▸ **TASK INSTRUCTIONS**
The entries are to be reproduced verbatim, and their pictures left out.

▸ **RECORDS**
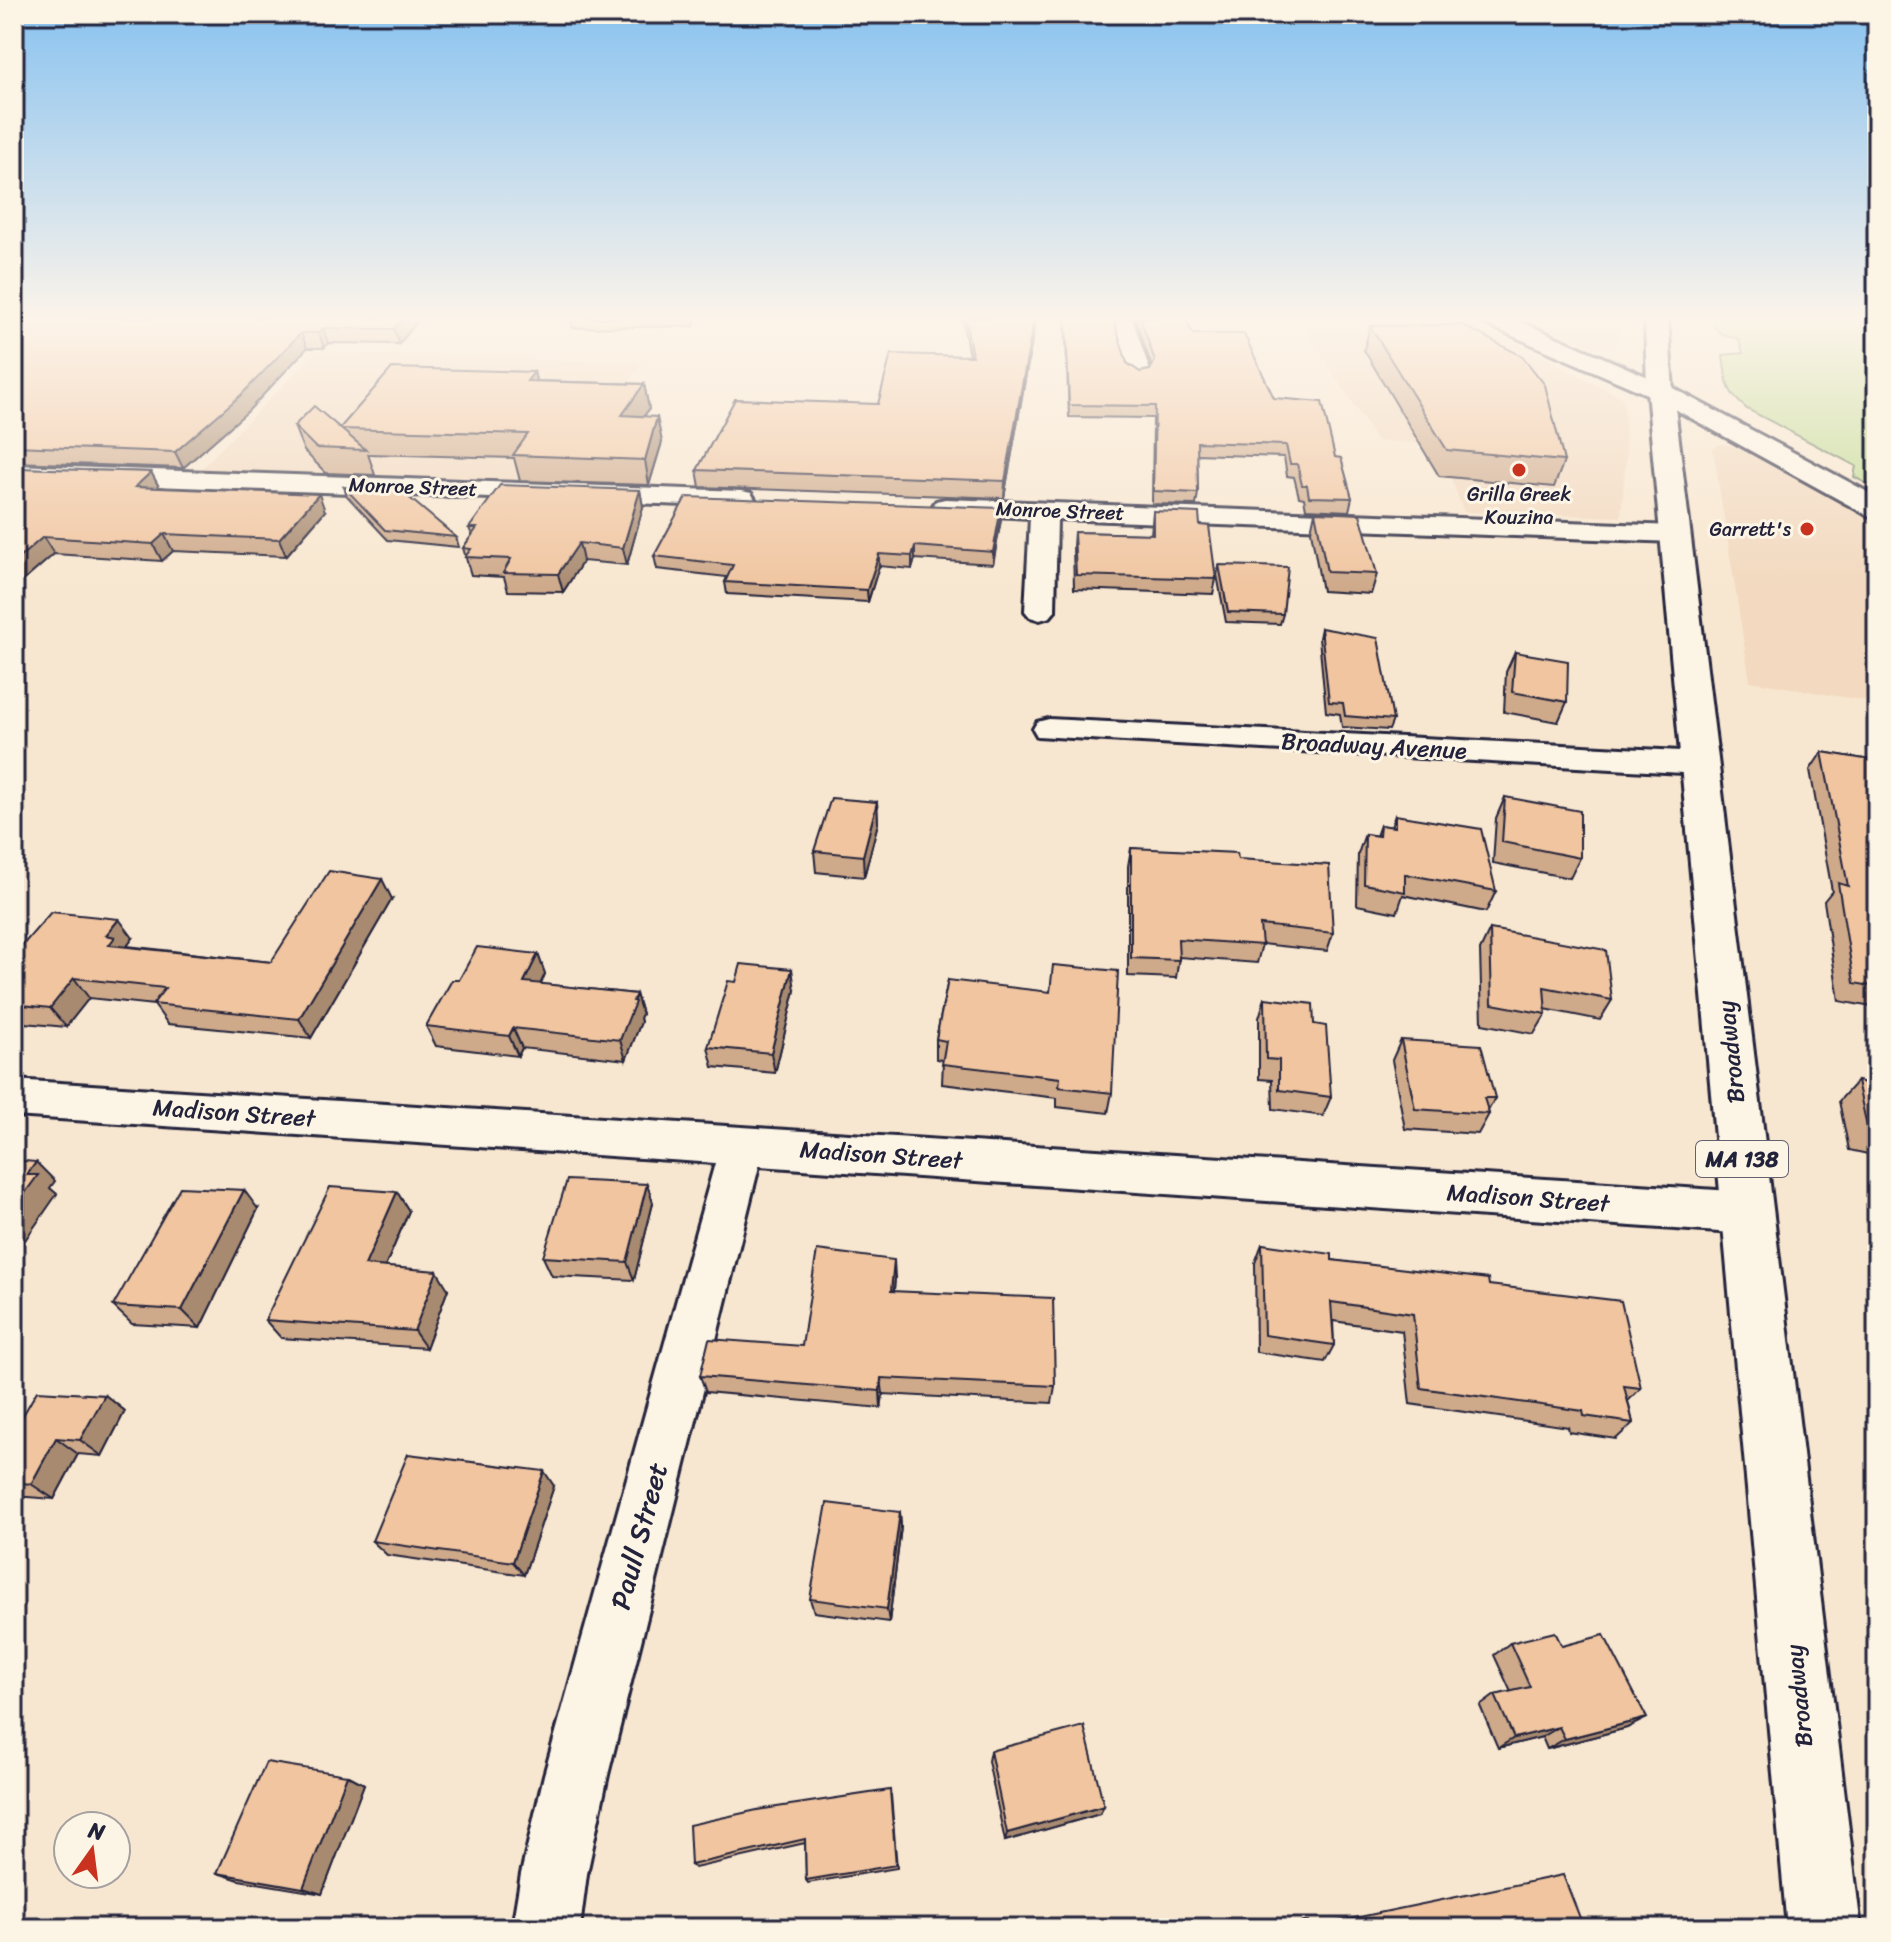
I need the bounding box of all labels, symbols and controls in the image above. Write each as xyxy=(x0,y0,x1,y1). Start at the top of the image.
marker: Grilla Greek Kouzina xyxy=(1510,461,1528,479)
street label: Monroe Street xyxy=(348,467,478,507)
place label: Grilla Greek Kouzina xyxy=(1467,477,1571,535)
street label: Monroe Street xyxy=(995,491,1125,531)
place label: Garrett's xyxy=(1710,512,1792,547)
marker: Garrett's xyxy=(1798,520,1816,538)
street label: Broadway Avenue xyxy=(1280,720,1468,772)
street label: Broadway xyxy=(1705,998,1757,1105)
street label: Madison Street xyxy=(151,1086,318,1140)
street label: Madison Street xyxy=(798,1128,965,1182)
road number: MA 138 xyxy=(1696,1141,1788,1177)
street label: Madison Street xyxy=(1445,1171,1612,1225)
street label: Paull Street xyxy=(596,1457,682,1615)
street label: Broadway xyxy=(1773,1642,1825,1749)
north arrow xyxy=(52,1810,132,1890)
text: N xyxy=(84,1810,110,1852)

▸ **RESPONSE TO THIS EXERCISE**
I need the bounding box of all labels, symbols and controls in the image above. Write each as xyxy=(x0,y0,x1,y1). Start at the top of the image.
marker: Grilla Greek Kouzina xyxy=(1510,461,1528,479)
street label: Monroe Street xyxy=(348,467,478,507)
place label: Grilla Greek Kouzina xyxy=(1467,477,1571,535)
street label: Monroe Street xyxy=(995,491,1125,531)
place label: Garrett's xyxy=(1710,512,1792,547)
marker: Garrett's xyxy=(1798,520,1816,538)
street label: Broadway Avenue xyxy=(1280,720,1468,772)
street label: Broadway xyxy=(1705,998,1757,1105)
street label: Madison Street xyxy=(151,1086,318,1140)
street label: Madison Street xyxy=(798,1128,965,1182)
road number: MA 138 xyxy=(1696,1141,1788,1177)
street label: Madison Street xyxy=(1445,1171,1612,1225)
street label: Paull Street xyxy=(596,1457,682,1615)
street label: Broadway xyxy=(1773,1642,1825,1749)
north arrow xyxy=(52,1810,132,1890)
text: N xyxy=(84,1810,110,1852)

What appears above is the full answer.